Stored data
★ ★ ★ ★ ★ ★ ★

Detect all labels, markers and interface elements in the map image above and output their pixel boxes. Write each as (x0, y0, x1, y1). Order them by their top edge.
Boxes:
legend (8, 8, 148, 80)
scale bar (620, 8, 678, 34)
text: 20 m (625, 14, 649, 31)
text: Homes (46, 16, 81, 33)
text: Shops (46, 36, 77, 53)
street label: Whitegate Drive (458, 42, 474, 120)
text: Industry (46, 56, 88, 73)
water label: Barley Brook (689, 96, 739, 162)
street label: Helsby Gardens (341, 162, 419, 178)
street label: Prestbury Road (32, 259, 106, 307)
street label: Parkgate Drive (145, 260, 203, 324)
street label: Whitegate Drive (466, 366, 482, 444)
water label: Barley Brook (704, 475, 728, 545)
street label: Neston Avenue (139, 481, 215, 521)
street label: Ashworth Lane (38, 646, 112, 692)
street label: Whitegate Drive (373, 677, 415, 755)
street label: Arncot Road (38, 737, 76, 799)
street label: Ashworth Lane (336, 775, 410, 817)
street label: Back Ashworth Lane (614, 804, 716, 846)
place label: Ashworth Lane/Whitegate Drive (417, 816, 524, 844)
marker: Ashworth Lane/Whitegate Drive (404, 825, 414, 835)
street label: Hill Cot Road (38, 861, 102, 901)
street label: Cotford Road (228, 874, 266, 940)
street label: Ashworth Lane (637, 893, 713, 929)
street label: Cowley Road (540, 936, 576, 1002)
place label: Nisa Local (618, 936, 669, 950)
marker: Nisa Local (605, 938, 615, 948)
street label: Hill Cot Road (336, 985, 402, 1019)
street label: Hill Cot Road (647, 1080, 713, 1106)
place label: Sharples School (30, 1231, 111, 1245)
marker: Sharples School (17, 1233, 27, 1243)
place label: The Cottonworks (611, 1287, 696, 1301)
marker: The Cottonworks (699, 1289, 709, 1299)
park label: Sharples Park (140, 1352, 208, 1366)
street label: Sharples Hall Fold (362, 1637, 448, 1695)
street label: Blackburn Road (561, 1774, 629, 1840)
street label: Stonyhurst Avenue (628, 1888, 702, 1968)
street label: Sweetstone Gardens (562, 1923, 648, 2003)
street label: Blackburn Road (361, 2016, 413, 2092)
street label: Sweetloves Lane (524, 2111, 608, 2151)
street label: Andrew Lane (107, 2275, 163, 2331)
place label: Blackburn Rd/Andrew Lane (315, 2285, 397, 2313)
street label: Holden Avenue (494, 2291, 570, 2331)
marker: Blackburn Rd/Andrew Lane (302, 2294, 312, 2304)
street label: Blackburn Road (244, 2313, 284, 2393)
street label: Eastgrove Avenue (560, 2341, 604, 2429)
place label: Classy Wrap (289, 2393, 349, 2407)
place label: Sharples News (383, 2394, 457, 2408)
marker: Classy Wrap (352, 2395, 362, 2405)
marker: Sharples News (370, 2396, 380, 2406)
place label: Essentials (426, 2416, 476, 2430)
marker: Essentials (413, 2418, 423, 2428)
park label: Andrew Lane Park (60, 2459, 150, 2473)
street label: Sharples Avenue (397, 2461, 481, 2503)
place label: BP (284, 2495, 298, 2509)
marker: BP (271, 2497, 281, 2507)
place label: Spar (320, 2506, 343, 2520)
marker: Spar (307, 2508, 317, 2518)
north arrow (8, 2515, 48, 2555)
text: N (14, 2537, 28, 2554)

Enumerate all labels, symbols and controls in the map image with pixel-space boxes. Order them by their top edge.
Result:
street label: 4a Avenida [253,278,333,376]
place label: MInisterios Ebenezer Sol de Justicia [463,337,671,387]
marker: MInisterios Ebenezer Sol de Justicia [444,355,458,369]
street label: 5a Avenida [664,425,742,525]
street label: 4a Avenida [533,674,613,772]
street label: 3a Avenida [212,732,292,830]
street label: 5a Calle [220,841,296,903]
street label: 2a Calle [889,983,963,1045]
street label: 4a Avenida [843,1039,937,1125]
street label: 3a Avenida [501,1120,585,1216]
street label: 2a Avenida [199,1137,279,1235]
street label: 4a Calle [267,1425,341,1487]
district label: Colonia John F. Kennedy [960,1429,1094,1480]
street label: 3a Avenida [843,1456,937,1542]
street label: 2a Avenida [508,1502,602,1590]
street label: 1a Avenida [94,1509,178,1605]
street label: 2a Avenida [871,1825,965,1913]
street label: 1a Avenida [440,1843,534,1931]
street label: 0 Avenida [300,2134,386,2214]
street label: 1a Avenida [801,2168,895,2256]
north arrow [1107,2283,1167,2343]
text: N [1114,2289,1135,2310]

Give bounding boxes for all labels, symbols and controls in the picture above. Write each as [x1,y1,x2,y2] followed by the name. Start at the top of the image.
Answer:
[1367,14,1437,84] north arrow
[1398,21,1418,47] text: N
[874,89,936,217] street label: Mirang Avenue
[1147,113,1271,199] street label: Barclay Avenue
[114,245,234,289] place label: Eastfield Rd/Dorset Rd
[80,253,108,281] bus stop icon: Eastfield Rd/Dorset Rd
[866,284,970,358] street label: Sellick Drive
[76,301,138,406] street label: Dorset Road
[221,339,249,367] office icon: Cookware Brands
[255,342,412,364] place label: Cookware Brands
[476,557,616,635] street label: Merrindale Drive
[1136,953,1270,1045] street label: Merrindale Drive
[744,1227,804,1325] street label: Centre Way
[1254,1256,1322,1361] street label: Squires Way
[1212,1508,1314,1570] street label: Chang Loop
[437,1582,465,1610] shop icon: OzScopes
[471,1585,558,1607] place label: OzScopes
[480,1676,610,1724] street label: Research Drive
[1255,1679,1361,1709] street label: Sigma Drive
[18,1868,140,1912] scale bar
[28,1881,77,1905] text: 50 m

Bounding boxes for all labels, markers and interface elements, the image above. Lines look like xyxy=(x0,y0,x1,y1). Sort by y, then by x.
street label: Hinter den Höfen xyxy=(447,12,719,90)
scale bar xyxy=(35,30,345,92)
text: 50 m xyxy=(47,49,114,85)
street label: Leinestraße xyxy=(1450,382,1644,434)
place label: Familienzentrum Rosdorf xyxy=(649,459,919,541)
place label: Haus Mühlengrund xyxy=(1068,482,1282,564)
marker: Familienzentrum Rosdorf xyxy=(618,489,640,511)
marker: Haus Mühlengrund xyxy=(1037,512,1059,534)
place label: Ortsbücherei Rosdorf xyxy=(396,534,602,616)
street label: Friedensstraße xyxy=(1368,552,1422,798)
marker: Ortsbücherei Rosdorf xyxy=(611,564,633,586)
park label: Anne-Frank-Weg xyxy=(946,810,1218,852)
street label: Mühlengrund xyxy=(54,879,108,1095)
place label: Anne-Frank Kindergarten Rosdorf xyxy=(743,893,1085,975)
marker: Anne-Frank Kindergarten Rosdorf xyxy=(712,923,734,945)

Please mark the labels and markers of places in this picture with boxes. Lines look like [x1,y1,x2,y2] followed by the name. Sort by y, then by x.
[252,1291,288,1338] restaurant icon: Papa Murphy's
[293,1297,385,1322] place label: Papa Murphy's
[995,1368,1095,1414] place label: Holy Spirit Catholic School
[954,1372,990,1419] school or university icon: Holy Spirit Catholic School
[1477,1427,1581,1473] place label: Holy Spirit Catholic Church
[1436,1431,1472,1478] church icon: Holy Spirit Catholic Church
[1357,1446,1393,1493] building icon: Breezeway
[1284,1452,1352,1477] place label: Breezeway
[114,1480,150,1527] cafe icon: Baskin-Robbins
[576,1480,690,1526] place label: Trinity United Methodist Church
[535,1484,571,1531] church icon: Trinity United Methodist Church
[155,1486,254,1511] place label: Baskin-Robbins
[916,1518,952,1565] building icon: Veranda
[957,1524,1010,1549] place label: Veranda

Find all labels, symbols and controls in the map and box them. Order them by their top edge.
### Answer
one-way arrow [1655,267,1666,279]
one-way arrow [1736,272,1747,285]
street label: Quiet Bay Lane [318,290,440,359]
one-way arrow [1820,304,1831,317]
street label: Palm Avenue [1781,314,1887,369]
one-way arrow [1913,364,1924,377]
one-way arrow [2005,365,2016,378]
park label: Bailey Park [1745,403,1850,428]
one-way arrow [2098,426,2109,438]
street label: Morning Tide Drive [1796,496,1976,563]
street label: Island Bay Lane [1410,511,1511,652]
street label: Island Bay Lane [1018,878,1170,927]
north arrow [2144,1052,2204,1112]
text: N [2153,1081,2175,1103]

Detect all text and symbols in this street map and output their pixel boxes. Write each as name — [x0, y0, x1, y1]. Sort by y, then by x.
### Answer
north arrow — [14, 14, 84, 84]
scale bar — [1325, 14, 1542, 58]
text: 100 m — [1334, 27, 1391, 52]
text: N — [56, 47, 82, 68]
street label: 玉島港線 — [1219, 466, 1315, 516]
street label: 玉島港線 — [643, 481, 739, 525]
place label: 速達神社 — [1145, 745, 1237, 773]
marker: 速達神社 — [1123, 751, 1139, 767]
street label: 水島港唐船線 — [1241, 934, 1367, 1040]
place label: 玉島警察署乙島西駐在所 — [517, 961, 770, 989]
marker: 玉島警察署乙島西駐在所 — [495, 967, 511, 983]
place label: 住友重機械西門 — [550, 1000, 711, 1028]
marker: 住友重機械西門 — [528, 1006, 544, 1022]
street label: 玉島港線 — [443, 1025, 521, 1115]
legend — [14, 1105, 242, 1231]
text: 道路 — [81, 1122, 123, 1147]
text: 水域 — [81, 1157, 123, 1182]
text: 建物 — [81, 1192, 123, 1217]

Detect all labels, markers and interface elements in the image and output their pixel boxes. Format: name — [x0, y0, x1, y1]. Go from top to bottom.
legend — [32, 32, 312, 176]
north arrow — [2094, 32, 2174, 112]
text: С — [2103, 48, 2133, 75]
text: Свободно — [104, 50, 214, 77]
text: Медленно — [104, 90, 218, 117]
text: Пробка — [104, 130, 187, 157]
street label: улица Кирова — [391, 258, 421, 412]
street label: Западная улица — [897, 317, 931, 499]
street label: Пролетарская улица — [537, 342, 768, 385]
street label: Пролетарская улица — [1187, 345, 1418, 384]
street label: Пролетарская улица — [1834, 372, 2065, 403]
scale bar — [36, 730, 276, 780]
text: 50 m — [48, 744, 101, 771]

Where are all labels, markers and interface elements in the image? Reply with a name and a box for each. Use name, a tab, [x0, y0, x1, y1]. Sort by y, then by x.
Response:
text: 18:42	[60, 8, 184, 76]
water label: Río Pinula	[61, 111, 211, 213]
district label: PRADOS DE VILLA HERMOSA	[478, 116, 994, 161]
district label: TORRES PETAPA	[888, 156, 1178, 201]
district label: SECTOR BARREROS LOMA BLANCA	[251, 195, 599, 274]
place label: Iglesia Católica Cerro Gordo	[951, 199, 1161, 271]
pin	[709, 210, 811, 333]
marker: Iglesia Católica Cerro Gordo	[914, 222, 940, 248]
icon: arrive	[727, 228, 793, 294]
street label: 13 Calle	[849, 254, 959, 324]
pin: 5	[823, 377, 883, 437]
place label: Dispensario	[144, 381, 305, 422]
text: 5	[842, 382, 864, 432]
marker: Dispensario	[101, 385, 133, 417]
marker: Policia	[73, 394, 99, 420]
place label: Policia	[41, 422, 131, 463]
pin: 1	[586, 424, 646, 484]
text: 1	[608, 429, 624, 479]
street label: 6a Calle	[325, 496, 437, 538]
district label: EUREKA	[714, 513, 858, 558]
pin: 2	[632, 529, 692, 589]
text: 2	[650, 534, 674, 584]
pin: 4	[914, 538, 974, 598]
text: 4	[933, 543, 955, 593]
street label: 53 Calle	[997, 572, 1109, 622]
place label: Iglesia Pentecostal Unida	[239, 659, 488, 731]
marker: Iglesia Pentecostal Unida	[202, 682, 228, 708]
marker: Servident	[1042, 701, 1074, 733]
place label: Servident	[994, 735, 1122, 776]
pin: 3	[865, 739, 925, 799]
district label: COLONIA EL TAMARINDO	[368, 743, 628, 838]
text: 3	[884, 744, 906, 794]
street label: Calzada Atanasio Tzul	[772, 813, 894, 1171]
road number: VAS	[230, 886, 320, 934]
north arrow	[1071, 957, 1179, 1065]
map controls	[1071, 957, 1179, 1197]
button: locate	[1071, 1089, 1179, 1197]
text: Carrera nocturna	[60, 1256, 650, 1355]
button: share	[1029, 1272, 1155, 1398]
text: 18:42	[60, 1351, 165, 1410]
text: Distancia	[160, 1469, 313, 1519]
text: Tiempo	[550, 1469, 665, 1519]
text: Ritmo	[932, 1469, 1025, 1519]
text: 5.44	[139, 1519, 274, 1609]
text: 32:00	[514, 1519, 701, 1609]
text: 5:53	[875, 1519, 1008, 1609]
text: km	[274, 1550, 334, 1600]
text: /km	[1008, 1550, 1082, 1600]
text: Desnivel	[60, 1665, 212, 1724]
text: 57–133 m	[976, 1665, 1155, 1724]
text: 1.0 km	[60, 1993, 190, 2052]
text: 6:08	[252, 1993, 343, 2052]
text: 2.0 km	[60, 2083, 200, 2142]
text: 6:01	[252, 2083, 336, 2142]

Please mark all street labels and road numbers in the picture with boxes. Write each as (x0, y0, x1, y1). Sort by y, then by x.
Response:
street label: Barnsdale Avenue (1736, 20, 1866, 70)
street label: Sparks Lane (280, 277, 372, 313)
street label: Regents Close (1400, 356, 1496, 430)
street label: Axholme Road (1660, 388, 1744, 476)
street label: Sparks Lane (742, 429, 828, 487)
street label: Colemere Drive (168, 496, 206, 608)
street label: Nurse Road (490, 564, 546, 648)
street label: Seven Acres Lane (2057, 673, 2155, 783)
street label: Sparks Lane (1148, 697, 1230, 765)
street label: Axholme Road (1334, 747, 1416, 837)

★ ★ ★ ★ ★ ★ ★

Report the lines above that have the word "Andrew" in them.

EXPECTED ANSWER -
street label: Andrew Lane (107, 2275, 163, 2331)
place label: Blackburn Rd/Andrew Lane (315, 2285, 397, 2313)
marker: Blackburn Rd/Andrew Lane (302, 2294, 312, 2304)
park label: Andrew Lane Park (60, 2459, 150, 2473)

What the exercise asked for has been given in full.